**The data:**

------------

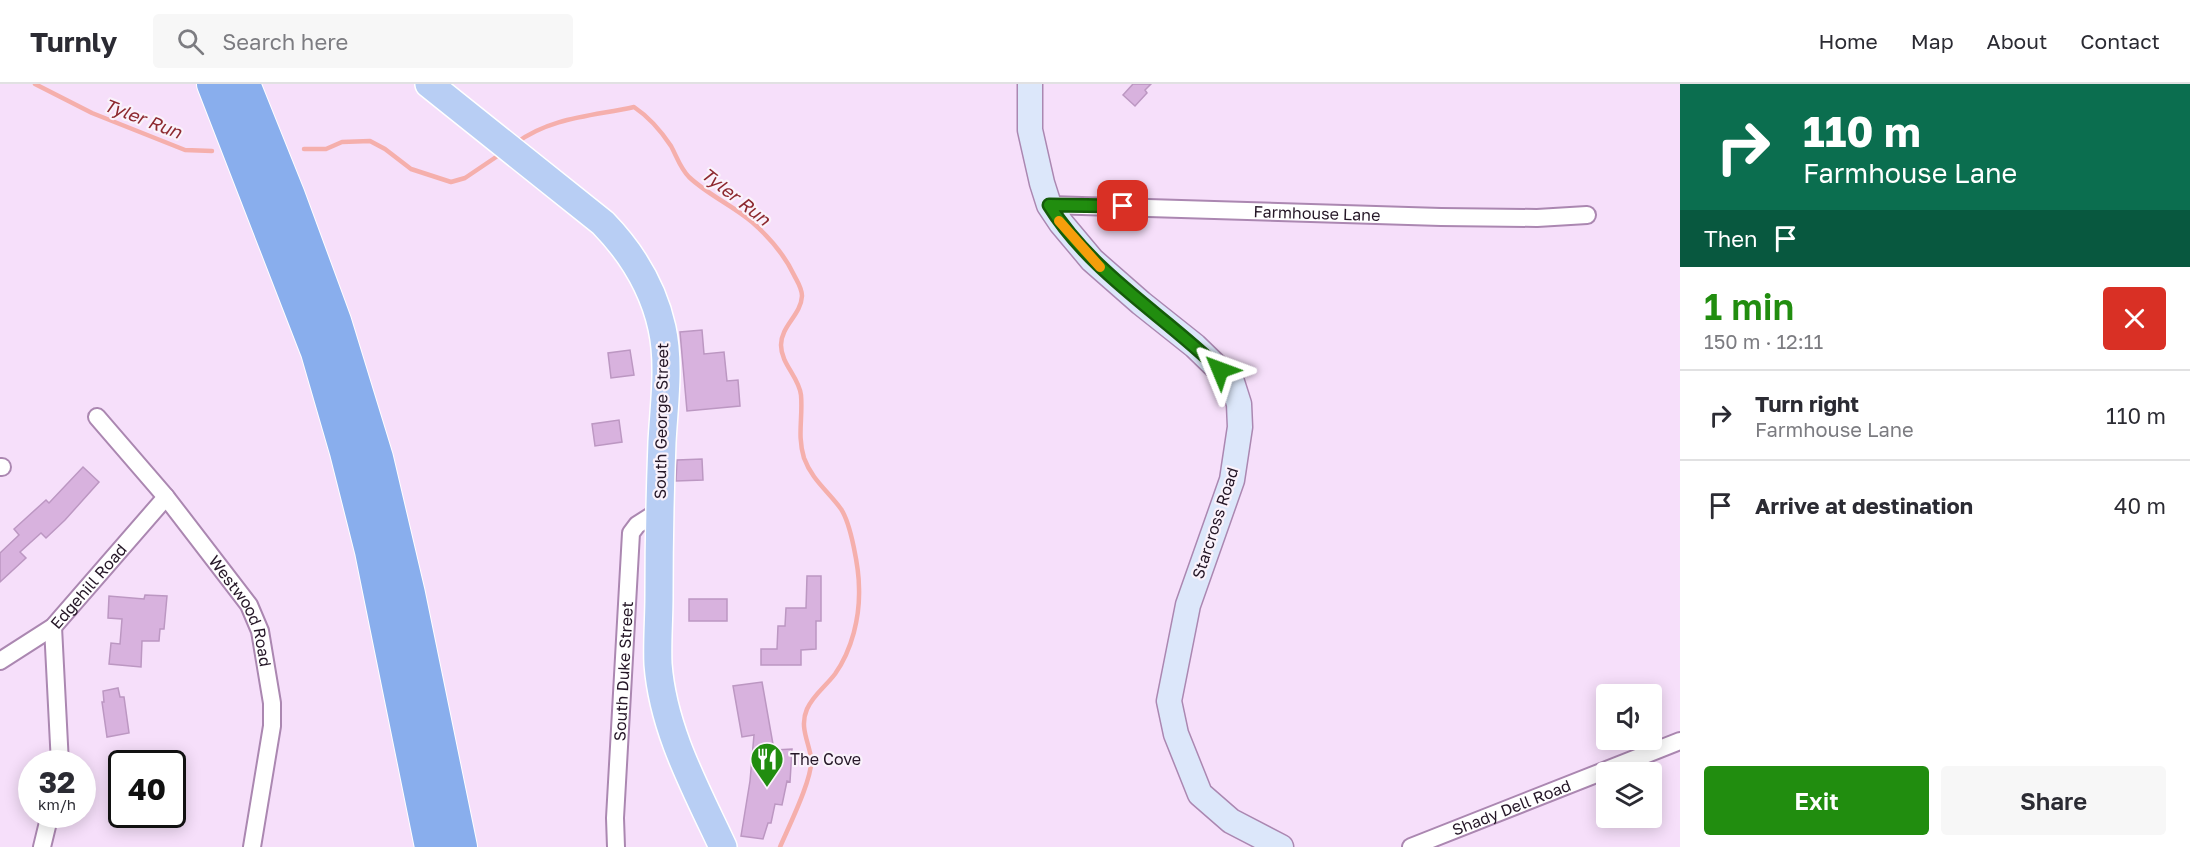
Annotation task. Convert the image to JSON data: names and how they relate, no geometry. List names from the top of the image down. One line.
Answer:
{"streets":{"main road":["South George Street"],"street":["Farmhouse Lane","Starcross Road","Edgehill Road","Westwood Road","South Duke Street","Shady Dell Road"]},"crossings":[["Farmhouse Lane","Starcross Road"],["South George Street","South Duke Street"],["Edgehill Road","Westwood Road"]],"water":["Tyler Run"],"places":{"restaurant":["The Cove"]},"page":{"header":"Turnly","search":"Search here","nav":["Home","Map","About","Contact"],"turn":["110 m","Farmhouse Lane"],"then":"Then","heading":["1 min","150 m · 12:11"],"list":[{"name":"Turn right","note":"Farmhouse Lane","value":"110 m"},{"name":"Arrive at destination","value":"40 m"}],"speed":"32 km/h","limit":"40","buttons":["Exit","Share"]}}
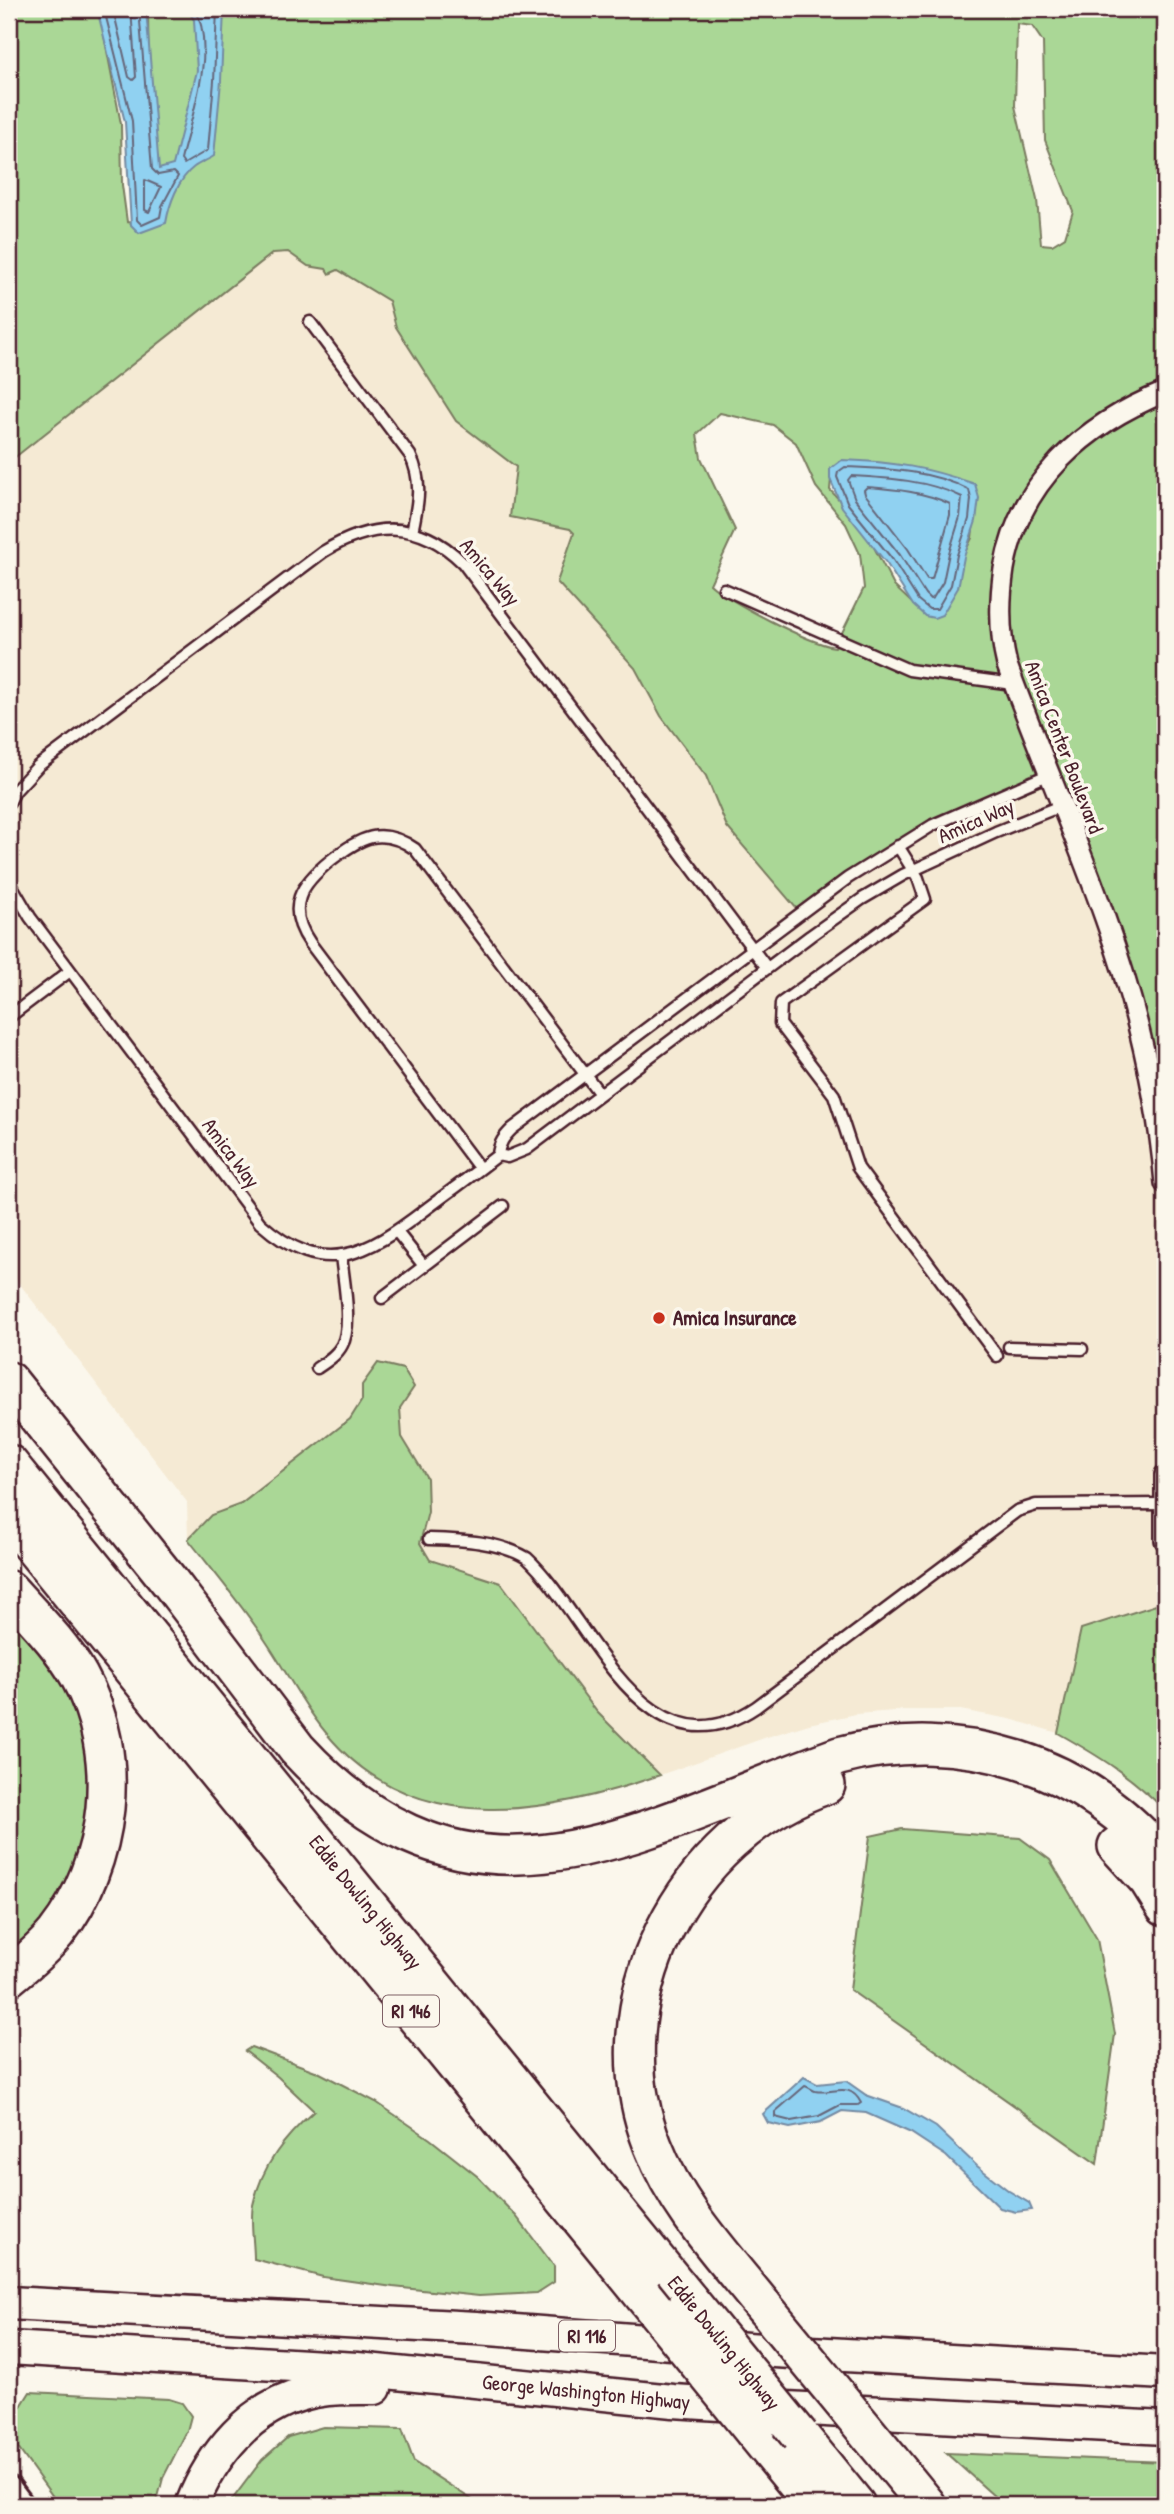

------------

**Aim of the task:** Once the pictures are set aside, please output all the data word for word.

**Output for this exercise:**
Annotation task. Convert the image to JSON data: names and how they relate, no geometry. List names from the top of the image down. One line.
Answer:
{"streets":{"main road":["South George Street"],"street":["Farmhouse Lane","Starcross Road","Edgehill Road","Westwood Road","South Duke Street","Shady Dell Road"]},"crossings":[["Farmhouse Lane","Starcross Road"],["South George Street","South Duke Street"],["Edgehill Road","Westwood Road"]],"water":["Tyler Run"],"places":{"restaurant":["The Cove"]},"page":{"header":"Turnly","search":"Search here","nav":["Home","Map","About","Contact"],"turn":["110 m","Farmhouse Lane"],"then":"Then","heading":["1 min","150 m · 12:11"],"list":[{"name":"Turn right","note":"Farmhouse Lane","value":"110 m"},{"name":"Arrive at destination","value":"40 m"}],"speed":"32 km/h","limit":"40","buttons":["Exit","Share"]}}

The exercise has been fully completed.